Anda di halaman 1dari 5

R.

A Kartini
Kelahiran Raden Ajeng Kartini
 Kartini lahir pada tanggal 21 April 1879 di Jepara, Jawa Tengah dari seorang ibu bernama
M.A Ngasirah dan ayah yang bernama Raden Mas Adipati Ario Sosroningrat. Karena terlahir
dalam lingkungan keluarga bangsawan Jawa, beliau mendapat gelar bangsawan R.A atau
Raden Ajeng.
Hari lahir beliau inilah yang sampai sekarang diperingati sebagai hari Kartini oleh seluruh
masyarakat Indonesia.
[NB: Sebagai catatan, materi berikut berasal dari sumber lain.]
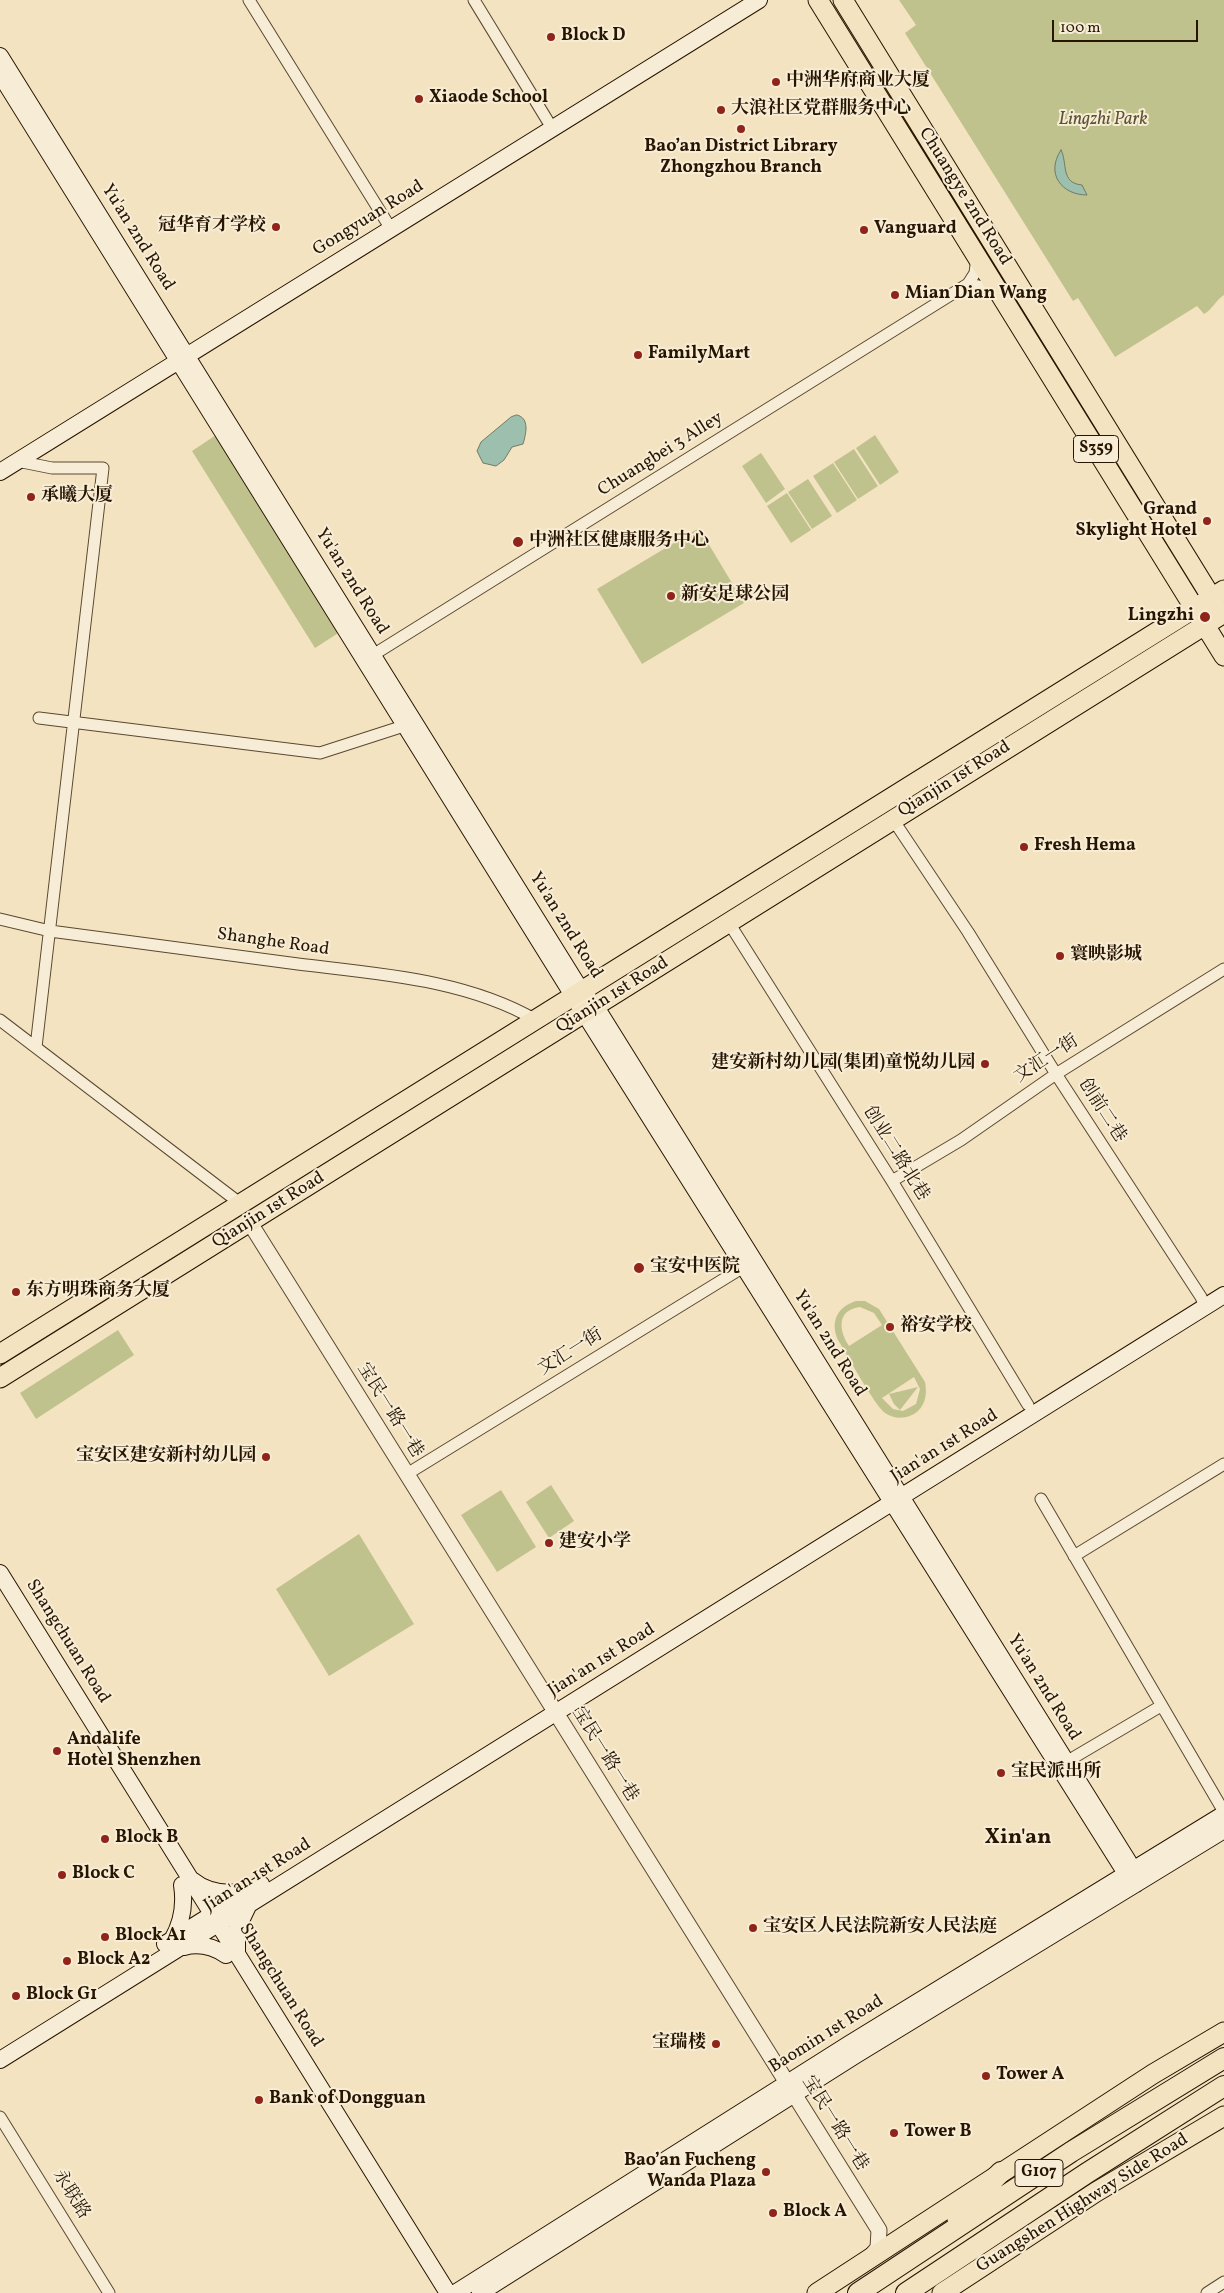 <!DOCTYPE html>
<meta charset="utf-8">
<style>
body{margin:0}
#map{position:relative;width:1224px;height:2293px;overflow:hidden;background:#f3e3c0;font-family:Vollkorn,serif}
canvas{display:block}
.scale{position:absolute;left:1052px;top:20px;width:146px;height:22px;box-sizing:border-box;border:2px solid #271500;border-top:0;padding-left:6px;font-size:15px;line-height:18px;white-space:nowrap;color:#271500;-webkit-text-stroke:4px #f7edd6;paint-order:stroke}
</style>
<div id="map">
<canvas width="1224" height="2293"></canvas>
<div class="scale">100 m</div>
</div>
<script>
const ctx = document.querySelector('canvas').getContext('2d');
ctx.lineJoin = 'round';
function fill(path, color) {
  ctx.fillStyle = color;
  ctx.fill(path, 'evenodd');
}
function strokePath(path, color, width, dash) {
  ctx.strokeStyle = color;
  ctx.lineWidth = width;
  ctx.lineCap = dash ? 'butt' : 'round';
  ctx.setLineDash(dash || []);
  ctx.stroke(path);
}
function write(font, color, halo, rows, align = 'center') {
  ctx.font = font + ' Vollkorn,"Noto Serif SC",serif';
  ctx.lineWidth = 4;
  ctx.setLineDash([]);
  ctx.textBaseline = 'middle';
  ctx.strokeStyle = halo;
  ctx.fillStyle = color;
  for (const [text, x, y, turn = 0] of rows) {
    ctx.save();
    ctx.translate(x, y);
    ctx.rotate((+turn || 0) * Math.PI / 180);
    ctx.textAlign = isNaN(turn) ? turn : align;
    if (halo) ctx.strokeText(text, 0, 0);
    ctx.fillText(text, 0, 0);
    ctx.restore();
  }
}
fill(new Path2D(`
 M 899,0 L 1224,0 L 1224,295 C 1215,301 1213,309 1204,314 L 1197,306 L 1115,357 L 1078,298 L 1073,301 L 905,33 L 916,25 Z
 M 219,433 L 343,630 L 315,648 L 192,451 Z
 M 875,435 L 899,472 L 880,485 L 856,448 Z
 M 854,449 L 878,486 L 858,499 L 834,462 Z
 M 761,453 L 785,489 L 766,503 L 742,466 Z
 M 833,463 L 857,500 L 837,513 L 813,476 Z
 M 808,479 L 832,516 L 812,529 L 788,492 Z
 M 787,493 L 811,530 L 791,543 L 767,506 Z
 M 699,528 L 744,603 L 642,664 L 597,589 Z
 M 856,1301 L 865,1301 L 879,1309 L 925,1382 C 927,1393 926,1403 918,1411 C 909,1419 895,1420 885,1413 C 873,1403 848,1356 838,1340 C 830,1322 837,1307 856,1301 ZM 860,1307 L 874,1313 L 882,1325 L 849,1346 C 839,1331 836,1310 860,1307 ZM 914,1377 L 920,1389 L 916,1404 L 903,1411 L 893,1409 L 882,1398 Z
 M 118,1330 L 134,1355 L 36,1419 L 20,1393 Z
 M 918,1387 L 900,1410 L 894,1404 L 889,1394 Z
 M 551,1485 L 574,1521 L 549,1538 L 526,1502 Z
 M 501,1490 L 536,1547 L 497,1572 L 461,1515 Z
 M 359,1534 L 414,1624 L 329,1676 L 276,1589 Z`), '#c0c28e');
const water = new Path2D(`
 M 1061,150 C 1068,163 1060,183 1082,185 L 1087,195 C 1062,195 1045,174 1061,150 Z
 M 517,415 C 530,418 526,434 523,444 L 512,447 L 504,460 L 496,466 L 483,463 L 477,451 L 481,442 L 511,417 Z`);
fill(water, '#9dbfad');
strokePath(water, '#6e7b68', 1);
const minor = new Path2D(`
 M 249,0 L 391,229
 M 474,0 L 552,128
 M 968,284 L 998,290
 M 17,461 L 52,468 L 103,468 L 36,1047
 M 373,655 L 968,284 L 975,273 L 977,257
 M 39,718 L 320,753 L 410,724
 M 892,818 L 968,932 L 1056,1074 L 1201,1297 L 1205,1307
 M 0,919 L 50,931 C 132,942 215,953 298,964 C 379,974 465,979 536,1020
 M 729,923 L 892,1181 L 1028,1405
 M 0,1020 L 241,1204
 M 892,1181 L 961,1140 L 1056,1074 L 1224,969
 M 407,1474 L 750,1263
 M 1041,1499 L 1224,1812
 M 1074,1556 L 1224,1464
 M 1066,1762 L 1161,1706
 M 0,2117 L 109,2293
 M 1207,2293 L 1224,2282`);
const tertiary = new Path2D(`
 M 250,1223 L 879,2230 L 878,2248 L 870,2257`);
const secondary = new Path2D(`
 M 0,56 L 582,992 L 596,1007 L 1128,1861 L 1138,1878 L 1136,1884 L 1132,1883 L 574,997 L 0,74
 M 0,472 L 759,0
 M 0,1573 L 448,2293
 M 192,1880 C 208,1893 226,1895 246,1891
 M 172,1940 C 182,1923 185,1904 182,1885
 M 165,1944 L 261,1884
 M 184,1947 C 199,1943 214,1947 226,1955
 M 237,1953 L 237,1929 L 248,1906
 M 0,2060 L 1224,1295
 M 455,2293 L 849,2044 L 1224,1814
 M 480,2293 L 856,2055 L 1224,1830`);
const primary = new Path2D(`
 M 818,0 L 1224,656
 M 843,0 L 1218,608
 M 0,1354 L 1224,590
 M 0,1378 L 1224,613
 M 817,2293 L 1153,2074 L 1224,2032
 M 942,2293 L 1096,2192 L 1224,2116`);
const trunk = new Path2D(`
 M 957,2217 L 1001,2172
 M 858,2293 L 1071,2152 L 1224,2058
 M 906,2293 L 1087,2173 L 1224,2086`);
strokePath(minor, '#5a4830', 13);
strokePath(tertiary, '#5a4830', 17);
strokePath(secondary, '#271500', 18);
strokePath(primary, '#271500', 21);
strokePath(trunk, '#271500', 22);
strokePath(minor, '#f7edd6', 11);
strokePath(tertiary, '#f7edd6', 15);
strokePath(secondary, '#f7edd6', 16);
strokePath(primary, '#f3e3c0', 19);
strokePath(trunk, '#f3e3c0', 20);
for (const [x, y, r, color] of [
 [551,37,5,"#8f2418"],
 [776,82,5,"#8f2418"],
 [419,99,5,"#8f2418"],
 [721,110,5,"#8f2418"],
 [741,129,5,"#8f2418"],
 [276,227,5,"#8f2418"],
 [864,230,5,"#8f2418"],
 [895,295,5,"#8f2418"],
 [638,355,5,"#8f2418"],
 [31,497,5,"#8f2418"],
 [1207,521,5,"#8f2418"],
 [518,542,6,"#8f2418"],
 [671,596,5,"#8f2418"],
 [1205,617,6,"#8f2418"],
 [1024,847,5,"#8f2418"],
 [1060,956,5,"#8f2418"],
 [985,1064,5,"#8f2418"],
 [639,1268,6,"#8f2418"],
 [16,1292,5,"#8f2418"],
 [890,1327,5,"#8f2418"],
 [266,1457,5,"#8f2418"],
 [549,1543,5,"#8f2418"],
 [57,1751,5,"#8f2418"],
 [1001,1773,5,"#8f2418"],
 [105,1839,5,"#8f2418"],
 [62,1875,5,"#8f2418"],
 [753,1928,5,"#8f2418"],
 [105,1937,5,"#8f2418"],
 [67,1961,5,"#8f2418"],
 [16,1996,5,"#8f2418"],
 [716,2044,5,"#8f2418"],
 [986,2076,5,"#8f2418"],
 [259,2100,5,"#8f2418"],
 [894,2133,5,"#8f2418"],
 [766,2172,5,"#8f2418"],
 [773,2213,5,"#8f2418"]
]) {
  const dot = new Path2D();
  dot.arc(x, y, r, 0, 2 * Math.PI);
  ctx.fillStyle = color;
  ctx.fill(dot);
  strokePath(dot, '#f7edd6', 2);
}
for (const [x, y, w] of [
 [1096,449,45],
 [1039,2173,48]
]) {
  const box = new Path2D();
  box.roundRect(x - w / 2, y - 13.5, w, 27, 4);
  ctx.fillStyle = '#f7edd6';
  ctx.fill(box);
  strokePath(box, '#271500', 1);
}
write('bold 16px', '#271500', null, [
 ["S359",1096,449],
 ["G107",1039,2173]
]);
write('bold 18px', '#271500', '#f7edd6', [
 ["Block D",561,37],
 ["中洲华府商业大厦",786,82],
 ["Xiaode School",429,99],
 ["大浪社区党群服务中心",731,110],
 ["Bao’an District Library",741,148,"center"],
 ["Zhongzhou Branch",741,169,"center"],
 ["冠华育才学校",266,227,"right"],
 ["Vanguard",874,230],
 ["Mian Dian Wang",905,295],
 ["FamilyMart",648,355],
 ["承曦大厦",41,497],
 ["Grand",1197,511,"right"],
 ["Skylight Hotel",1197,532,"right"],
 ["中洲社区健康服务中心",529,542],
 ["新安足球公园",681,596],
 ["Lingzhi",1194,617,"right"],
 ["Fresh Hema",1034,847],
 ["寰映影城",1070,956],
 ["建安新村幼儿园(集团)童悦幼儿园",975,1064,"right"],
 ["宝安中医院",650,1268],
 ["东方明珠商务大厦",26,1292],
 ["裕安学校",900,1327],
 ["宝安区建安新村幼儿园",256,1457,"right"],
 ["建安小学",559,1543],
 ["Andalife",67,1741],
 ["Hotel Shenzhen",67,1762],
 ["宝民派出所",1011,1773],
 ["Block B",115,1839],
 ["Block C",72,1875],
 ["宝安区人民法院新安人民法庭",763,1928],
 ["Block A1",115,1937],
 ["Block A2",77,1961],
 ["Block G1",26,1996],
 ["宝瑞楼",706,2044,"right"],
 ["Tower A",996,2076],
 ["Bank of Dongguan",269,2100],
 ["Tower B",904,2133],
 ["Bao’an Fucheng",756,2162,"right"],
 ["Wanda Plaza",756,2183,"right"],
 ["Block A",783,2213]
], 'left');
write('italic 18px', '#5d5232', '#f7edd6', [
 ["Lingzhi Park",1103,121]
]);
write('18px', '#271500', '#f7edd6', [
 ["Chuangye 2nd Road",964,197,58],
 ["Gongyuan Road",369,219,-32],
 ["Yu'an 2nd Road",137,238,58],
 ["Chuangbei 3 Alley",661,455,-32],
 ["Yu'an 2nd Road",351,582,58],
 ["Qianjin 1st Road",955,780,-32],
 ["Yu'an 2nd Road",565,926,58],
 ["Shanghe Road",273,943,8],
 ["Qianjin 1st Road",613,996,-32],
 ["文汇一街",1047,1060,-33],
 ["创前二巷",1101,1111,57],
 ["创业二路北巷",895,1154,58],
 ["Qianjin 1st Road",269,1211,-32],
 ["Yu'an 2nd Road",829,1344,58],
 ["文汇一街",571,1353,-32],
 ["宝民一路一巷",389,1411,58],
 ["Jian'an 1st Road",945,1447,-32],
 ["Shangchuan Road",67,1642,58],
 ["Jian'an 1st Road",602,1661,-32],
 ["Yu'an 2nd Road",1043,1688,58],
 ["宝民一路一巷",604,1755,58],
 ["Jian'an 1st Road",258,1876,-32],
 ["Shangchuan Road",280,1986,58],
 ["Baomin 1st Road",827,2035,-32],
 ["宝民一路一巷",834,2124,58],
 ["永联路",70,2195,58],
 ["Guangshen Highway Side Road",1083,2204,-32]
]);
write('bold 22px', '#271500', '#f7edd6', [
 ["Xin'an",1018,1839]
]);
</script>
Tidak hanya dalam kalangan sekolah, bahkan setiap instansi dan juga
perusahaan banyak yang mengenang jasa beliau yang gigih dalam memperjuangkan nasib
bangsa Indonesia, khususnya kaum wanita.

Keluarga Raden Ajeng Kartini


Kartini merupakan anak kelima dari 11 bersaudara yang terdiri dari saudara kandung dan
saudara tiri. Namun diantara semua saudaranya, beliau merupakan anak perempuan yang
tertua. Adapun ke sepuluh nama saudara beliau adalah:

1. R.M Slamet Sosroningrat


2. P.A Sosrobusono
3. R.A Soelastri
4. Drs. R.M.P Sosrokartono
5. R.A Roekmini
6. R.A Kardinah
7. R.A Kartinah
8. R.M Muljono
9. R.A Soematri
10. R.M Rawito
Ayah Raden Ajeng Kartini yang bernama Raden Mas Adipati Ario Sosroningrat merupakan
keturunan dari Pangeran Ario Tjondronegoro IV. Bangsawan terpandang yang juga menjabat
sebagai seorang bupati Jepara. Sedangkan ibu beliau yang bernama M.A Ngasirah bukan
berasal dari kalangan bangsawan, melainkan putri dari seorang guru agama atau kyai di Teluk
Awur, Kota Jepara.
Walaupun kedudukan ibunda Raden Ajeng Kartini sebagai istri pertama, namun tidak
membuatnya menjadi istri utama ayahnya. Hal ini dikarenakan adanya peraturan pada masa
kolonial Belanda yang melarang seorang Bupati menikahi keturunan rakyat biasa dan harus
menikah dengan kaum bangsawan. Itu sebabnya sang ayah akhirnya menikah dengan seorang
putri bangsawan dari Raja Madura yang bernama Raden Adjeng Woerjan dan menduduki
posisi sebagai istri utama. Ayah Kartini akhirnya diangkat menjadi bupati Jepara setelah
meresmikan pernikahannya dengan Raden Adjeng Woerjan dan tepat setelah Kartini
dilahirkan.

Masa Pendidikan Raden Ajeng Kartini


Terlahir sebagai seorang bangsawan dan memiliki ayah yang berpikiran modern, ayah Kartini
merupakan bupati pertama yang memperbolehkan anak-anaknya mendapatkan pendidikan
barat, termasuk juga Kartini. Sehingga beliau akhirnya bisa bersekolah di ELS (Europese
Lagere School) dan belajar bahasa Belanda sampai berusia 12 tahun. Namun sayang,
berdasarkan adat kebiasaan Jawa pada zaman itu yang mengharuskan seorang anak
perempuan harus dipingit, membuat Kartini muda harus tinggal di rumah dan menjalani
tradisi tersebut. Keinginannya untuk terus belajar sangat ditentang oleh ayah beliau sendiri.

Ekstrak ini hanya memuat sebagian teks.